Compatibility notes. YouTube supports multiple caption tracks and easy toggles. Some social apps offer auto captions but do not make sidecar uploads obvious to viewers. LinkedIn allows caption files on supported uploads, though mobile workflows are more limited. When in doubt, check current specs for your specific ad placement and device mix.
Workflow: from edit to export with SubtitlesFast
SubtitlesFast is a web-based AI video editor that helps you add, translate, style, and burn subtitles with simple editing and fast export to social platforms.

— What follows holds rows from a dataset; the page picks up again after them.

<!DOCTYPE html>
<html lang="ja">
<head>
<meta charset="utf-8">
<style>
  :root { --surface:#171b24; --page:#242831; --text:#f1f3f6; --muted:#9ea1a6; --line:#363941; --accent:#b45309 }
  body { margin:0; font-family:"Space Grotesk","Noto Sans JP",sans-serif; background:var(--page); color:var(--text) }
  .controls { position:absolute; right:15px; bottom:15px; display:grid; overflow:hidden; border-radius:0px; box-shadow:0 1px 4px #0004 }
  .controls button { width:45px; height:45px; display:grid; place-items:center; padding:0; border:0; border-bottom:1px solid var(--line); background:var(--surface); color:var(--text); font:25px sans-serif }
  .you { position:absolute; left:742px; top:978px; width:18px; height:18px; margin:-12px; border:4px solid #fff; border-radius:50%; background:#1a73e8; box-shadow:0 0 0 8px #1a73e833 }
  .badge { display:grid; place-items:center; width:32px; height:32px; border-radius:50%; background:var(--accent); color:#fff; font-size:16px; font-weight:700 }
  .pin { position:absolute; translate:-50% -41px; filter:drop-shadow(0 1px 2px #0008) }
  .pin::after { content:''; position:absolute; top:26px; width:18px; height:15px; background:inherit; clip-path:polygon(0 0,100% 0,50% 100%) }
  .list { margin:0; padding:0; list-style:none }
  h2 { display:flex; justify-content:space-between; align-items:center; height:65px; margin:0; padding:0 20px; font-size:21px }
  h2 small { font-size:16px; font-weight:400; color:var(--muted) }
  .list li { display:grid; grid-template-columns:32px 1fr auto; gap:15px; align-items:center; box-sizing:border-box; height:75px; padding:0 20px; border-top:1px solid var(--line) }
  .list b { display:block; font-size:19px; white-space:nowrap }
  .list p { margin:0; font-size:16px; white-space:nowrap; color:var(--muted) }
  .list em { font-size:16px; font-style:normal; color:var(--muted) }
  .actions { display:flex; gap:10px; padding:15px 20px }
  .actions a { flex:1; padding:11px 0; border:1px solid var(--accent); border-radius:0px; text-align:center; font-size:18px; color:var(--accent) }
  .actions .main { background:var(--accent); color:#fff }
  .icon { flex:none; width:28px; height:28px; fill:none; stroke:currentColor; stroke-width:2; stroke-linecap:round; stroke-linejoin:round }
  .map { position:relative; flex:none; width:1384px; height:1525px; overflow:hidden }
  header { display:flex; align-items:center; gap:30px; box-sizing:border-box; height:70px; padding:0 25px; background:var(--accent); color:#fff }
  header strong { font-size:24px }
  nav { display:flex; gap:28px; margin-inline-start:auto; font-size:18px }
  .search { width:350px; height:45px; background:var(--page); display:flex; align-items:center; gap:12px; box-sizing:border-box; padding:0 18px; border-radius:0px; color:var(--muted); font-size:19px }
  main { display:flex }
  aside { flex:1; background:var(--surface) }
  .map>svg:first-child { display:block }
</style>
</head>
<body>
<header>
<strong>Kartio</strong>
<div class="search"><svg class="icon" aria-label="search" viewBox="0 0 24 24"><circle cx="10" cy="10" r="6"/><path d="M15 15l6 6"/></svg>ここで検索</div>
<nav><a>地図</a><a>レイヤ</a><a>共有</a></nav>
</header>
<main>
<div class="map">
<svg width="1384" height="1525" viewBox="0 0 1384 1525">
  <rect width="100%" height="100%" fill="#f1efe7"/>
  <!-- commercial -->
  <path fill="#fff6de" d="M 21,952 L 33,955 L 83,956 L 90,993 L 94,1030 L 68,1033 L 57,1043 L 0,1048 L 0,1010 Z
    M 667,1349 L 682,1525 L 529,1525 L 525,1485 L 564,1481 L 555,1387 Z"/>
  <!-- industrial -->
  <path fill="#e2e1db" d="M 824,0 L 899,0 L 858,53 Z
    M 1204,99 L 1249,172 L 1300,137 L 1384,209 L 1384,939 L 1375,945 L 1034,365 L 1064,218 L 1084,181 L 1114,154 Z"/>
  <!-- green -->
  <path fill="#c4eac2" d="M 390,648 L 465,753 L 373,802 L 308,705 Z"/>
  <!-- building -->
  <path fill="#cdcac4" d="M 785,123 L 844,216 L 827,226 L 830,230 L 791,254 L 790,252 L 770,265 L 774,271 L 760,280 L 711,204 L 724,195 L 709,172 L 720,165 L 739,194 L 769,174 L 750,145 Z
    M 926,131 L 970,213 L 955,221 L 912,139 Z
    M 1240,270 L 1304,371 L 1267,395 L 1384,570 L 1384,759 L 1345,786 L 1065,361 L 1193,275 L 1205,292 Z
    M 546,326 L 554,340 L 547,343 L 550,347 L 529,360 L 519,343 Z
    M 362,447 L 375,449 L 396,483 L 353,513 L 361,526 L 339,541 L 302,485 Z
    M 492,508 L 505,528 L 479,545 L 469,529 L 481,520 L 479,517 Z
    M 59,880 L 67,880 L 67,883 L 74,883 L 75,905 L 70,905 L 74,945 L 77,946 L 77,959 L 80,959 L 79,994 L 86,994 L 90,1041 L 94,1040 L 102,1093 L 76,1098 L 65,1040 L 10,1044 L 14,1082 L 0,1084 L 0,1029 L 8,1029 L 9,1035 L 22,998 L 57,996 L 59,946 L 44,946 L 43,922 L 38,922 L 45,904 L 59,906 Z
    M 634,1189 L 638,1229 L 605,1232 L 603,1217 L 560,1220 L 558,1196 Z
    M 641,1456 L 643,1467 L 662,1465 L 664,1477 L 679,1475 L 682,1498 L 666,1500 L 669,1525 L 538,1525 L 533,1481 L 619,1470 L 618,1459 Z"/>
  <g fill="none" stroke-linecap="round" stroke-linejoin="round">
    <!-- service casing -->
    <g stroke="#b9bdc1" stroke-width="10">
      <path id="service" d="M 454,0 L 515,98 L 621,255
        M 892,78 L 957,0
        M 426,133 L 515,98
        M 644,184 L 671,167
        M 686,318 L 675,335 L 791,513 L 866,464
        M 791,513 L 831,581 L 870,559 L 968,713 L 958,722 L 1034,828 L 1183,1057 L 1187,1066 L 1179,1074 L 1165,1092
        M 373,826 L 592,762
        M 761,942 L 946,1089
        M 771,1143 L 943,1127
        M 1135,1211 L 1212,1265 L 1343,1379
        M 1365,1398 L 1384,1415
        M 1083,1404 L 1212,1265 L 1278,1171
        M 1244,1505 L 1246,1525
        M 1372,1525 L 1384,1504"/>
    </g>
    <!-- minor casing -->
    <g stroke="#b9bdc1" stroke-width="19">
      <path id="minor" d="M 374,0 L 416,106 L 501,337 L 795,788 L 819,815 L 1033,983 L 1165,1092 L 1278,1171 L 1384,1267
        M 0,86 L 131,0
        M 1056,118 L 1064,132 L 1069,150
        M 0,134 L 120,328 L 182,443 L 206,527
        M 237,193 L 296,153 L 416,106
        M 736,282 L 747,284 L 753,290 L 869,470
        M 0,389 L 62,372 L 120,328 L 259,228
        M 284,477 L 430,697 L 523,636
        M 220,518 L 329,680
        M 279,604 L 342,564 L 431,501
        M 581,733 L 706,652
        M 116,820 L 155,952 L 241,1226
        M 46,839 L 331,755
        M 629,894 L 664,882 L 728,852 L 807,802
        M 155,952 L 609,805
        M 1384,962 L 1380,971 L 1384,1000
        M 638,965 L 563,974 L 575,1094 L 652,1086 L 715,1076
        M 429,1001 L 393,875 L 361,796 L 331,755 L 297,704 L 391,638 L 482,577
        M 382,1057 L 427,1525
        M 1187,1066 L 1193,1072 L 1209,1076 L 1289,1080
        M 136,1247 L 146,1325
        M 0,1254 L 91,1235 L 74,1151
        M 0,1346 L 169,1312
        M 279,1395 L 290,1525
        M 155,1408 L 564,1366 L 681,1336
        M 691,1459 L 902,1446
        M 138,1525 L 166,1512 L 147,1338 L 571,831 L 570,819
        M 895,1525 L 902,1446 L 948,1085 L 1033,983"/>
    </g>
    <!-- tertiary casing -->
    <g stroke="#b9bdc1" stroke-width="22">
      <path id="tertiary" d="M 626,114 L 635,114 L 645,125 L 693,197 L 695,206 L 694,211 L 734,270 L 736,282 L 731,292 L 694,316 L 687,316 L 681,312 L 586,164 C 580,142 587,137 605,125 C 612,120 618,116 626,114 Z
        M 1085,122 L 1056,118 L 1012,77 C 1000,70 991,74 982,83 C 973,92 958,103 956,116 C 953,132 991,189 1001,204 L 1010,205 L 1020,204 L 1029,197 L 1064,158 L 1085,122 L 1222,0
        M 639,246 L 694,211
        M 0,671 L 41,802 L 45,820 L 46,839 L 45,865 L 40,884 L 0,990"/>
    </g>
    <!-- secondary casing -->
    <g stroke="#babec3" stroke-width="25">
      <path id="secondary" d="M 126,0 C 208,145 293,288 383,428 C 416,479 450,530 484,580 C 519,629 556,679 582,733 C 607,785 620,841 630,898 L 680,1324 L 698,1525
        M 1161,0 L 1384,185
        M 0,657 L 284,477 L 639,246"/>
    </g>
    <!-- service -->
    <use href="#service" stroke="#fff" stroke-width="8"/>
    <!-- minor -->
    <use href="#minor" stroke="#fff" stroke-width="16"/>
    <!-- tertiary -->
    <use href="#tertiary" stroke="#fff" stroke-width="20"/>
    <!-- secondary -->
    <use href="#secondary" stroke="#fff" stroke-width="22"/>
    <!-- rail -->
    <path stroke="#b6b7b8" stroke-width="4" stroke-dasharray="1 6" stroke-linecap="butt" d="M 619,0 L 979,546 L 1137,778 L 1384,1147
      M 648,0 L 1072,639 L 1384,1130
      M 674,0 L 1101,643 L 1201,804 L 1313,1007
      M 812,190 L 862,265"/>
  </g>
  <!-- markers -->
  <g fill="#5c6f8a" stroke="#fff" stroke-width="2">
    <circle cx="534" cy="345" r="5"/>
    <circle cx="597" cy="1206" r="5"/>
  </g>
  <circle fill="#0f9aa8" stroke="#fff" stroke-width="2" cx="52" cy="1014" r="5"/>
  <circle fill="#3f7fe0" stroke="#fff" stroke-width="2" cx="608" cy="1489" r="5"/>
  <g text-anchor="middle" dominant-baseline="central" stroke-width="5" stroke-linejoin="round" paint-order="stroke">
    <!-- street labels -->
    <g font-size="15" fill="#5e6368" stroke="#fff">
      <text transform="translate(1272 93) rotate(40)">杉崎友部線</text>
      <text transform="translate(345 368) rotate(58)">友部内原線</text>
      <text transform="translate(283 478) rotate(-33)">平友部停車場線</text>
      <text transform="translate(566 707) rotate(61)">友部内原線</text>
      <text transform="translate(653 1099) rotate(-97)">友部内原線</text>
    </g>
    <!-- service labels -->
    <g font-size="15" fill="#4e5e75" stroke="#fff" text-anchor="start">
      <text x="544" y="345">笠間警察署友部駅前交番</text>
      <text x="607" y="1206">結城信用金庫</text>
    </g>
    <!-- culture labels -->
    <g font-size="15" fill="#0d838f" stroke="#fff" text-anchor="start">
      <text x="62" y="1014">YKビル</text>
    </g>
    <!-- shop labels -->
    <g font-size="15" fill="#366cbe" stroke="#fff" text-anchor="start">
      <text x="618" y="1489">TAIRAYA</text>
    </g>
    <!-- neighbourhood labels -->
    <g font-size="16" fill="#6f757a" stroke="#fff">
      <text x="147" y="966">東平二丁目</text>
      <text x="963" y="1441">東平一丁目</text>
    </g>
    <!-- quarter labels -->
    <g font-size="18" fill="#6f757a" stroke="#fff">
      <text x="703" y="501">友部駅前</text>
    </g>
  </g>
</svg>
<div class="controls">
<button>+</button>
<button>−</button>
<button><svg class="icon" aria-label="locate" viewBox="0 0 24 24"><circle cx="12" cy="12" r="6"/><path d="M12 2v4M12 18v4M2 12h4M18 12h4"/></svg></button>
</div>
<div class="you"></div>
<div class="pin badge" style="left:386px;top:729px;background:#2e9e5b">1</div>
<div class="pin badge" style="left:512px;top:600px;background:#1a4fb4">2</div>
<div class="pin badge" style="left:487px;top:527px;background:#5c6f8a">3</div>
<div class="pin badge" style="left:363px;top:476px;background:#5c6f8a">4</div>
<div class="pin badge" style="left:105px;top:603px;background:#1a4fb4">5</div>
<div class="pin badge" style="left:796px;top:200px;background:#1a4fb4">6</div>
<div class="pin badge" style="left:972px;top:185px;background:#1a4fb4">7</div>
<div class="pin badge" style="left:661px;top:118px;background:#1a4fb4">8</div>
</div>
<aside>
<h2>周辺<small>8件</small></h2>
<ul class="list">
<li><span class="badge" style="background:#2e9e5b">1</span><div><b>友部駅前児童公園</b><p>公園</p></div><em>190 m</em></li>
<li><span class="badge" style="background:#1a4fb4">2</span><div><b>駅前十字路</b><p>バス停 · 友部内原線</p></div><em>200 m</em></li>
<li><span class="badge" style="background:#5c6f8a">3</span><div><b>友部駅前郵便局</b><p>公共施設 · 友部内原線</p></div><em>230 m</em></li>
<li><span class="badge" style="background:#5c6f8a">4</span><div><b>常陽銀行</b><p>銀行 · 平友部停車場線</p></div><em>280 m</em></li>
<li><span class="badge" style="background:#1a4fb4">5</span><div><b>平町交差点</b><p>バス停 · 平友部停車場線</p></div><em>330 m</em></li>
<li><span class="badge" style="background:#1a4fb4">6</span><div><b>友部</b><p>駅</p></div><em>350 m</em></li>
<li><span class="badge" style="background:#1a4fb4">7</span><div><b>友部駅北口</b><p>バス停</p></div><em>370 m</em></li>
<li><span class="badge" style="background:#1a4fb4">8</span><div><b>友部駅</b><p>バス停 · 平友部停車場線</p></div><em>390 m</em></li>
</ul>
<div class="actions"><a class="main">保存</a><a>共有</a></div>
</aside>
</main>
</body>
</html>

Here is a practical setup that covers both formats without extra work:
- Auto-generate a transcript. Import your video and use the AI subtitles generator to create an accurate transcript with speaker labels. Fix names, numbers, and jargon once.
- Style for readability. Apply brand fonts, size, color, stroke, and background. Use a template so all clips stay consistent. Keep two styles on hand: bold for social hardsubs, lighter for soft-sub previews.
- Translate in one pass. Create language variants from the same timeline. SubtitlesFast aligns timings so you do not chase offsets per language.
- Export both ways. One click for a clean hardsub MP4, another for SRT or VTT. Name files with language codes like video-title.en.srt and video-title.es.srt to keep libraries tidy.
- Check legibility at target sizes. Preview vertical 1080x1920, square 1080x1080, and landscape 1920x1080. Nudge positions to avoid platform UI safe zones.
- Batch and schedule. If you ship series content, batch-export hardsubs for social and soft subs for YouTube, then queue posts so every channel gets the right format on time.
If your brand look matters most, bake the captions. If editability and search matter most, ship soft subs. With both exports ready, you do not have to choose until you publish.
Key takeaways
- Use hardsub MP4 when you need guaranteed visibility, brand styling, and timing effects.
- Use soft subtitles when you need searchability, toggles, and fast localization.
- Expect larger files and re-renders with hardsubs; soft subs add almost no size.
- Match the format to the platform: hardsubs for short social, soft subs for long-form.
- Keep both in your toolkit and export the right one per channel and campaign goal.
There is no single best format. Short, stylized social clips benefit from hardsubs. Long content and multi-language catalogs benefit from soft subs. Generate accurate captions once in SubtitlesFast, style them, then export a hardsub MP4 for social and an SRT or VTT for platforms that support soft tracks. Each channel gets the right format without extra lift.